Sunday, 22 March 2015

Norway: Ptarmigan

Having spent a pleasant morning in the intimate company of several hundred Eiders of three different species, I decided to spend the afternoon in the hills above Båtsfjord looking for Ptarmigan. There were a number of potential problems with this plan. Firstly, in winter Ptarmigan are nearly completely white. Despite the unseasonable warmth of the last two weeks, it had snowed in the night and the tops were blanketed in fresh snow. It was not always easy to differentiate the land from the sky:

Picking out a white bird in that white habitat was not going to be easy. Secondly, shortly after arriving on top of Båtsfjordfjellet, the weather closed in, an unpleasant combination of high winds, thick fog and blizzards. I didn't get out of the car, but turned around and descended back towards Båtsfjord. At lower levels, the weather was calmer, but I kept nervously looking behind me at the weather. Getting caught alone on the hills by that weather had all the hallmarks of a good mountain rescue story. 

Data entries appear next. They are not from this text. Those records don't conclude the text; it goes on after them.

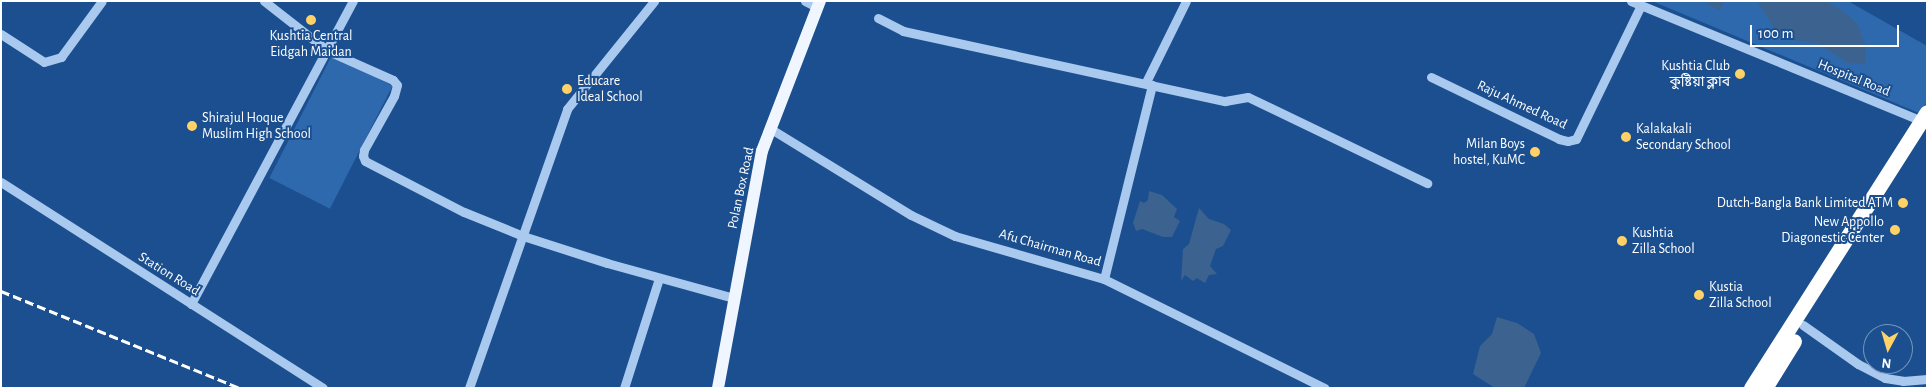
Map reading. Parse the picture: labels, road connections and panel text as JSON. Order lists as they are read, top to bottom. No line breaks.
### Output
{"streets":{"main road":["Polan Box Road"],"street":["Hospital Road","Raju Ahmed Road","Afu Chairman Road","Station Road"]},"crossings":[["Hospital Road","Raju Ahmed Road"],["Polan Box Road","Afu Chairman Road"]],"places":["Kushtia Central Eidgah Maidan","Kushtia Club কুষ্টিয়া ক্লাব","Educare Ideal School","Shirajul Hoque Muslim High School","Kalakakali Secondary School","Milan Boys hostel, KuMC","Dutch-Bangla Bank Limited ATM","New Appollo Diagonestic Center","Kushtia Zilla School","Kustia Zilla School"],"scale_bar":"100 m","north":"bottom"}
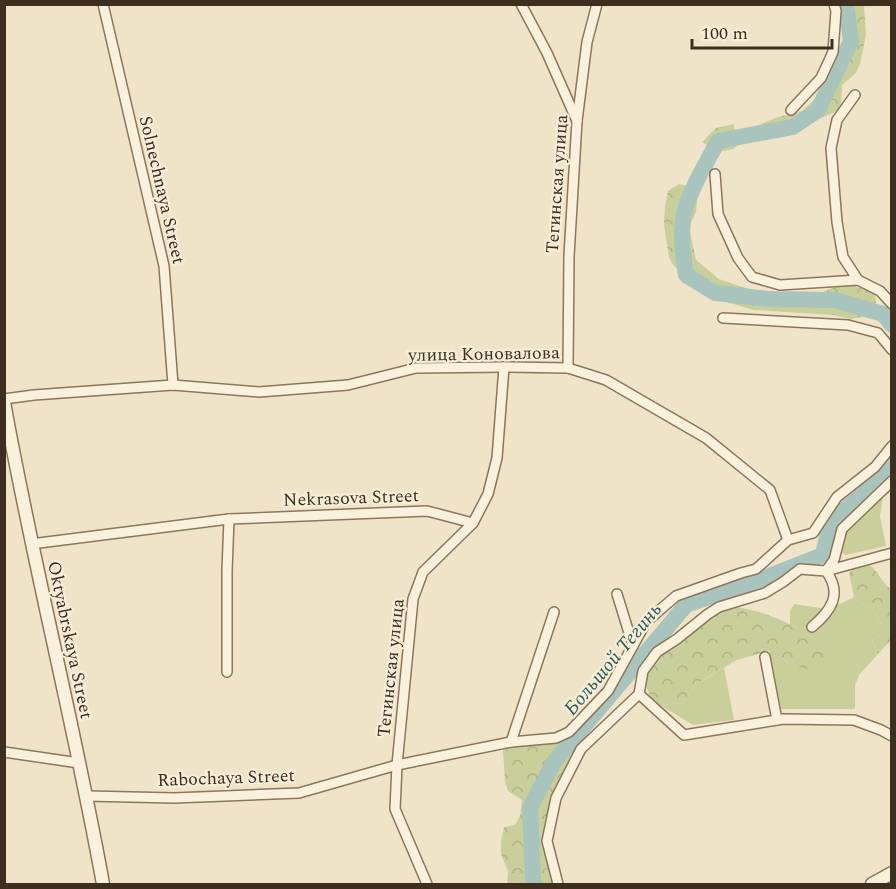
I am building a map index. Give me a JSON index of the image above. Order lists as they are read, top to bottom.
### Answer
{
  "streets": {
    "street": [
      "Тегинская улица",
      "Solnechnaya Street",
      "улица Коновалова",
      "Nekrasova Street",
      "Oktyabrskaya Street",
      "Rabochaya Street"
    ]
  },
  "crossings": [
    ["Тегинская улица", "улица Коновалова"],
    ["Тегинская улица", "Nekrasova Street"],
    ["Тегинская улица", "Rabochaya Street"],
    ["Solnechnaya Street", "улица Коновалова"],
    ["улица Коновалова", "Oktyabrskaya Street"],
    ["Nekrasova Street", "Oktyabrskaya Street"],
    ["Oktyabrskaya Street", "Rabochaya Street"]
  ],
  "water": ["Большой Тегинь"],
  "scale_bar": "100 m"
}
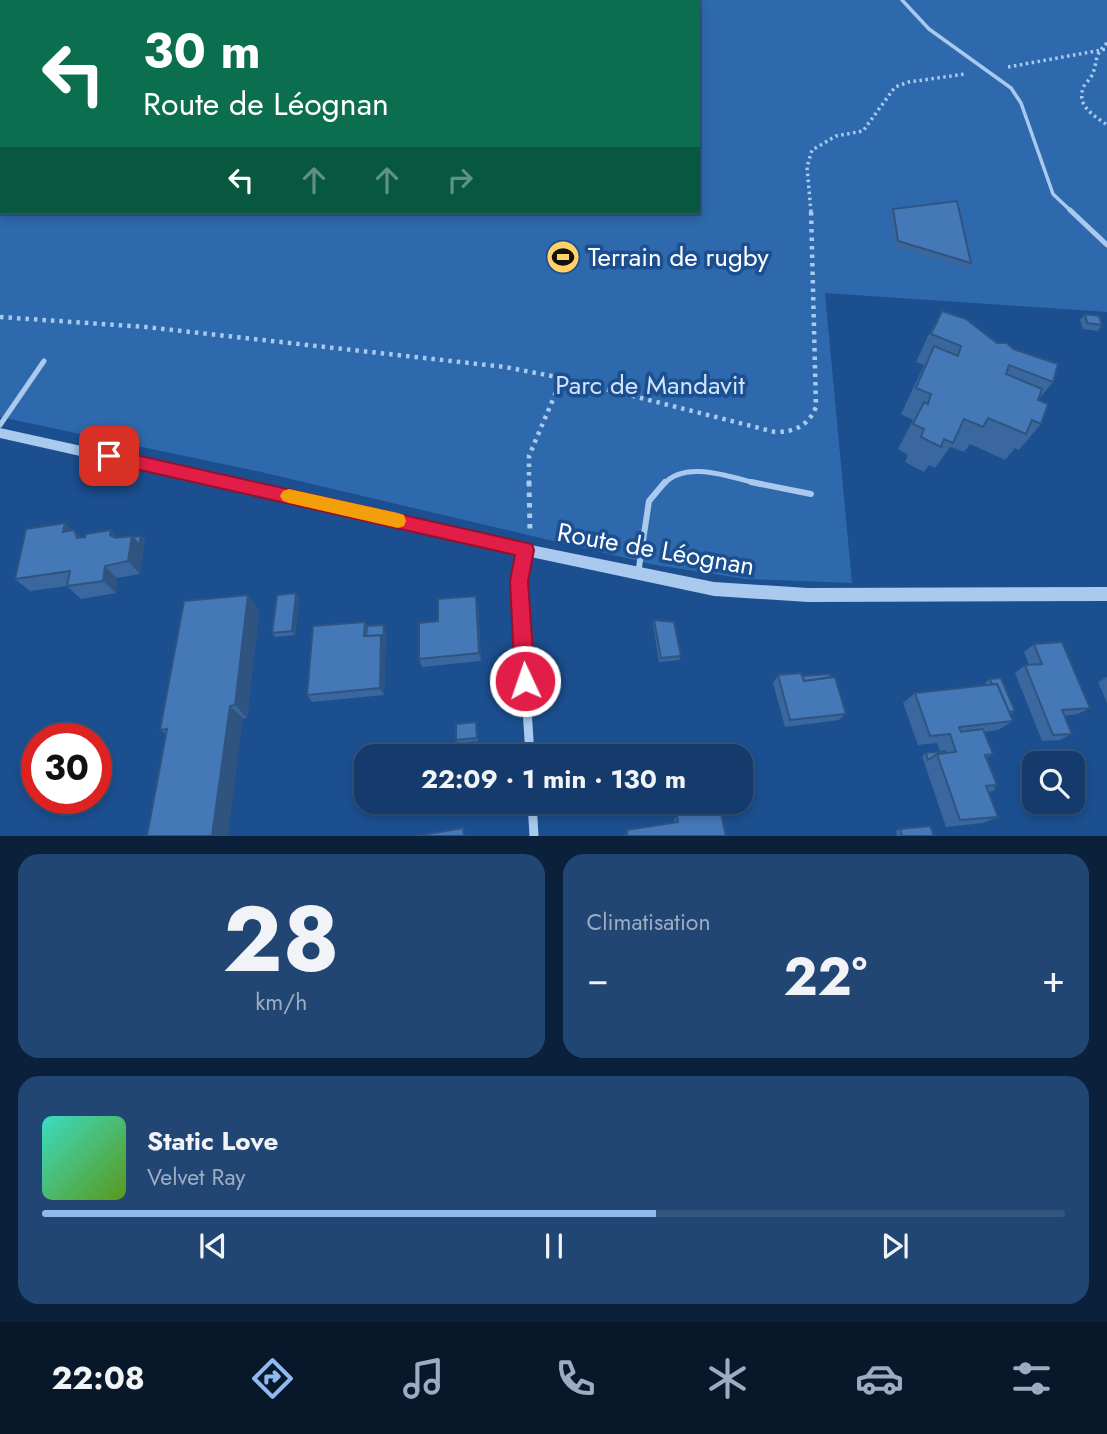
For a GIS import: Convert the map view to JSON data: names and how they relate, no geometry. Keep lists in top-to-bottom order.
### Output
{
  "streets": {
    "street": ["Route de Léognan"]
  },
  "parks": ["Parc de Mandavit"],
  "places": {
    "sports": ["Terrain de rugby"]
  },
  "page": {
    "turn": ["30 m", "Route de Léognan"],
    "limit": "30",
    "trip": "22:09 · 1 min · 130 m",
    "tile": [
      ["28", "km/h"],
      "Climatisation"
    ],
    "heat": ["−", "22°", "+"],
    "song": ["Static Love", "Velvet Ray"],
    "tabs": "22:08"
  }
}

Fortunately I knew that the Ptarmigan would not be on the very top during the winter. I was looking for small lower valleys, ideally with dwarf birch trees that they could feed upon. I choose a random bend in the road, parked my car and set out alone into the snow, reassuring myself with Oates's last words: "I am just going outside, I may be some time". 

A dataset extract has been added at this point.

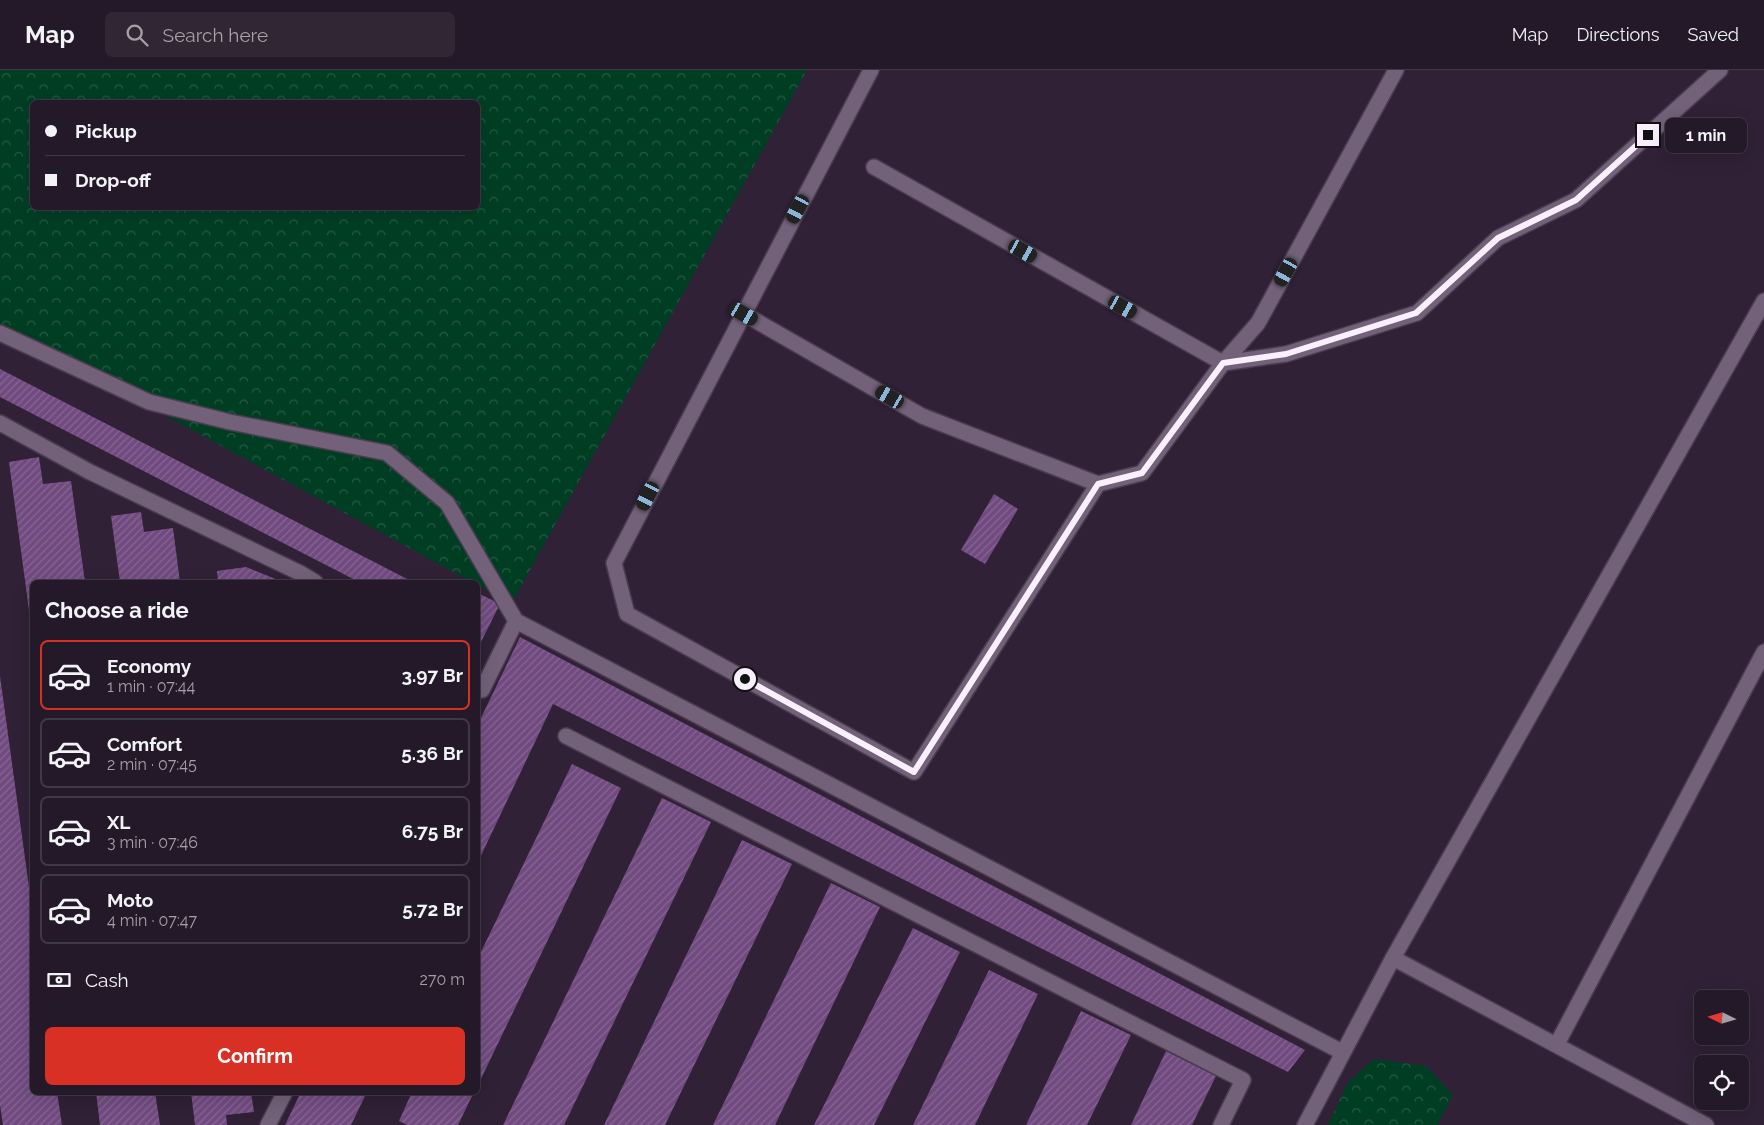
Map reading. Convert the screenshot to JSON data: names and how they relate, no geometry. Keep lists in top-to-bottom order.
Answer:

I climbed the ridge above the road, took the picture below back towards my car and used the digital compass in the GPS settings in my camera. I decided I would walk east. Providing the battery lasted in my camera I felt I should be able to navigate back, even in a white-out. Probably. 

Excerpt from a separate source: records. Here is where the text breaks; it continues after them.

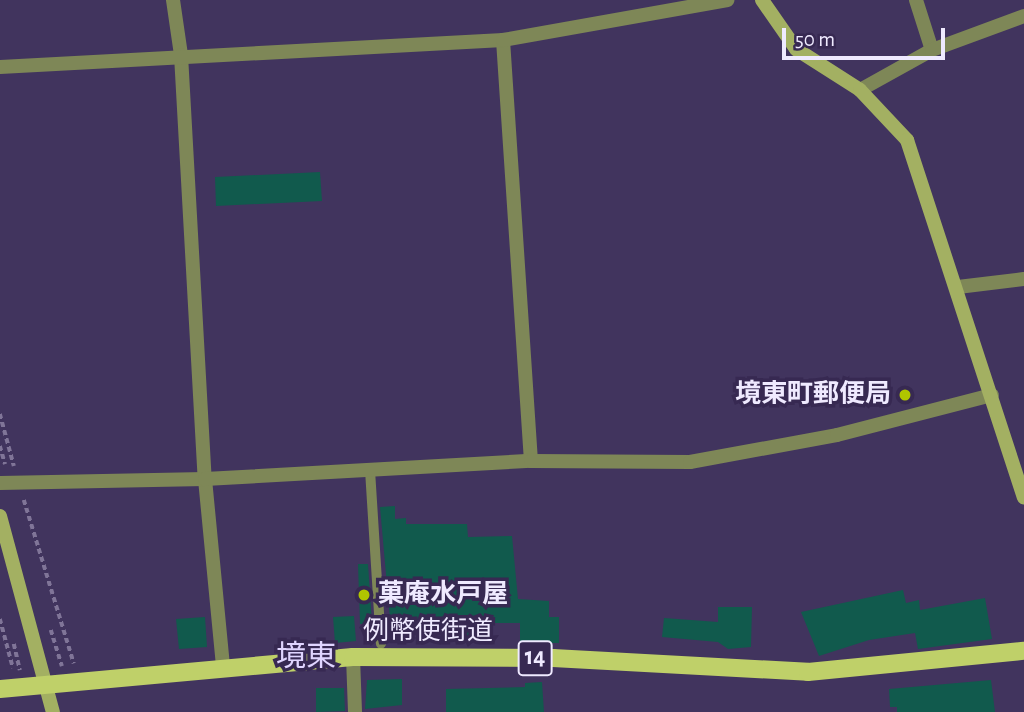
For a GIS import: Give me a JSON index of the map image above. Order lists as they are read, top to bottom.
{
  "streets": {
    "main road": ["例幣使街道", "14"]
  },
  "districts": ["境東"],
  "places": ["境東町郵便局", "菓庵水戸屋"],
  "scale_bar": "50 m"
}
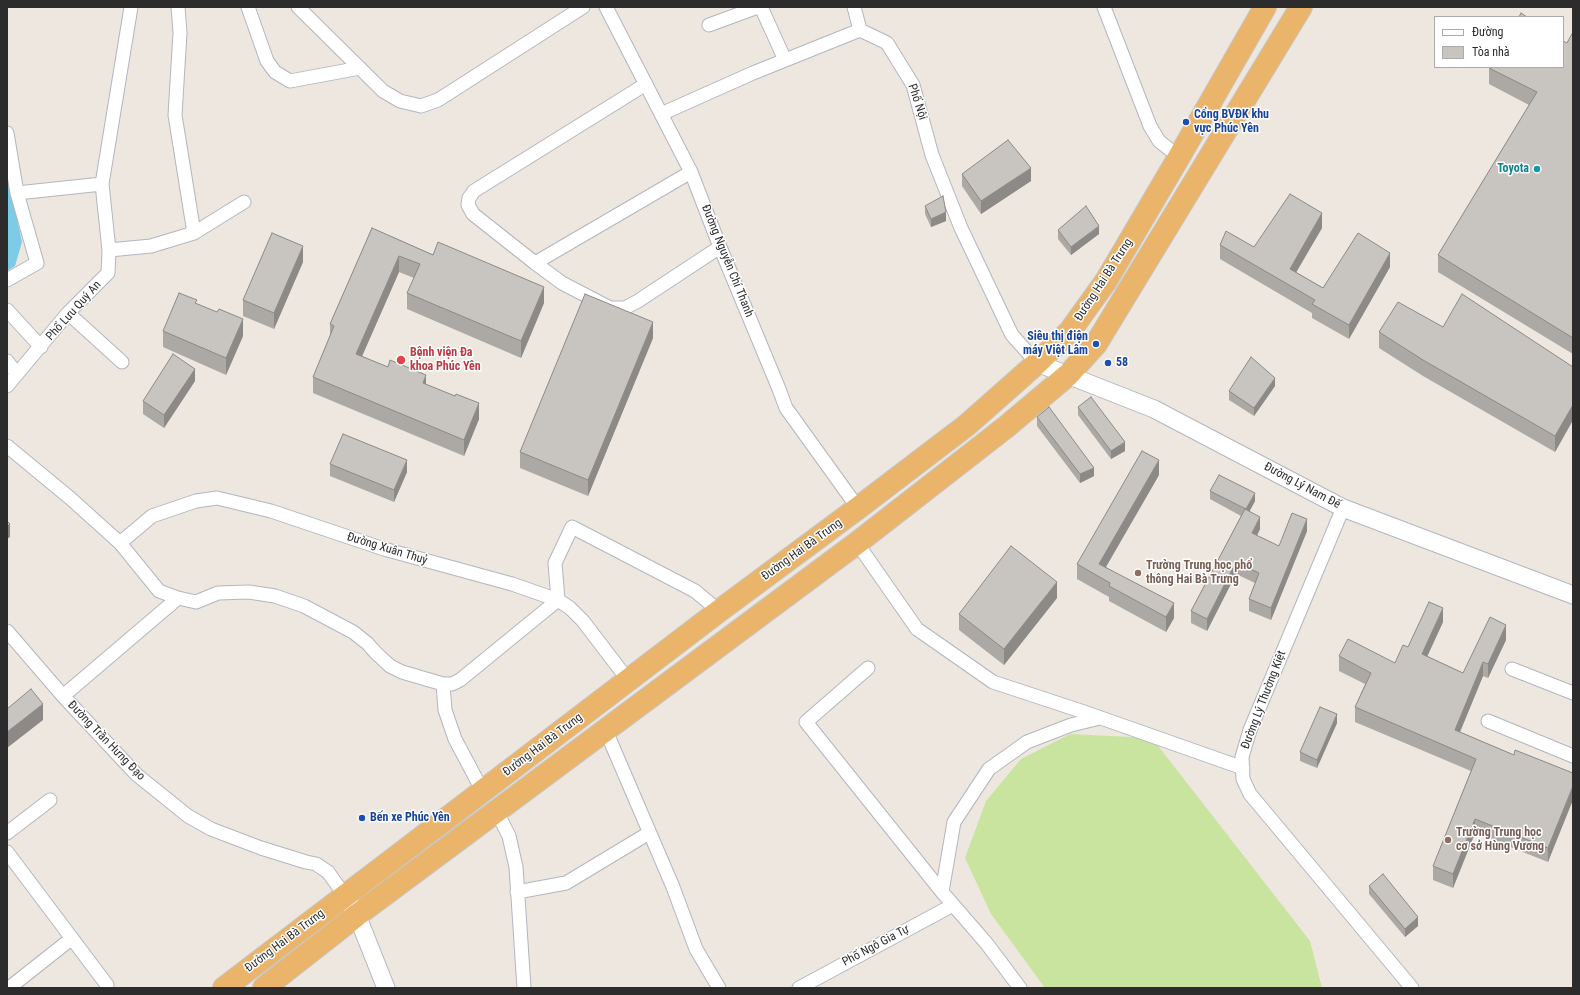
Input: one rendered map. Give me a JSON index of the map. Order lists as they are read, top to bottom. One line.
{"streets":{"highway":["Đường Hai Bà Trưng"],"street":["Phố Nội","Đường Nguyễn Chí Thanh","Phố Lưu Quý An","Đường Lý Nam Đế","Đường Xuân Thuỷ","Đường Lý Thường Kiệt","Đường Trần Hưng Đạo","Phố Ngô Gia Tự"]},"crossings":[["Phố Nội","Đường Hai Bà Trưng"],["Phố Nội","Đường Lý Nam Đế"],["Đường Nguyễn Chí Thanh","Đường Hai Bà Trưng"],["Đường Hai Bà Trưng","Đường Lý Nam Đế"],["Đường Hai Bà Trưng","Đường Xuân Thuỷ"],["Đường Hai Bà Trưng","Đường Trần Hưng Đạo"],["Đường Lý Nam Đế","Đường Lý Thường Kiệt"]],"places":["Cổng BVĐK khu vực Phúc Yên","Toyota","Siêu thị điện máy Việt Lâm","Bệnh viện Đa khoa Phúc Yên","58","Trường Trung học phổ thông Hai Bà Trưng","Bến xe Phúc Yên","Trường Trung học cơ sở Hùng Vương"],"legend":["Đường","Tòa nhà"]}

Me on the ridge in full view-master mode. I then headed into the hills behind me in this picture: 

After at least 45 minutes walking, having seen nothing but Reindeer, I dropped down into a small valley. This looked more promising. Unfortunately, a little snow blindness was creeping in. I was in an effectively overexposed habitat, without any eye protection. I noticed that I was missing my footing more often, as I failed to make out dips and crests in the snow. As I entered the valley, the snow was quite deep. Everything was acutely white. Everything that was except a strange, small black line some ten meters in front of me. What was that? I stopped, squinted and then threw myself down into the snow. A Ptarmigan was stationary in the snow, just in front of me! But the only thing I could make out was the black line joining the eye and the bill. The rest of the bird was pretty much invisible: 

Looking through my camera, I realised I could see much more. I had found a male Ptarmigan, a white bird in a white-out! I cranked the exposure down, took some pictures, but the autofocus struggled with the lack of anything other than white to lock onto. I even tried a little video, hand held with a telephoto lens, so it is wobbly. But you can still see that everytime the bird turns it's head away from the camera, so that the black line between eye and bill is hidden, the autofocus goes hunting. Should have switched to manual focus, I know, I know:

I have edited the following photos significantly, in the moment, everything was blindingly white. If I bring the exposure up to normal levels the results resemble the picture above. Only by reducing the white can I bring out the detail in the pictures. I never thought I would get views such as these of Ptarmigan in winter:

Then, perhaps sensing my inadequacies in this environment, this fabulous male Ptarmigan, walked slowly behind a ridge... 

... which cunningly hid the lower half of his body and tail and then took flight.  As he wheeled away I caught a glimpse of the all black tail and then he was gone. What a moment. I was ecstatic. Mission accomplished, I followed my tracks back to the car and was back in civilisation within two hours, just before the weather closed in.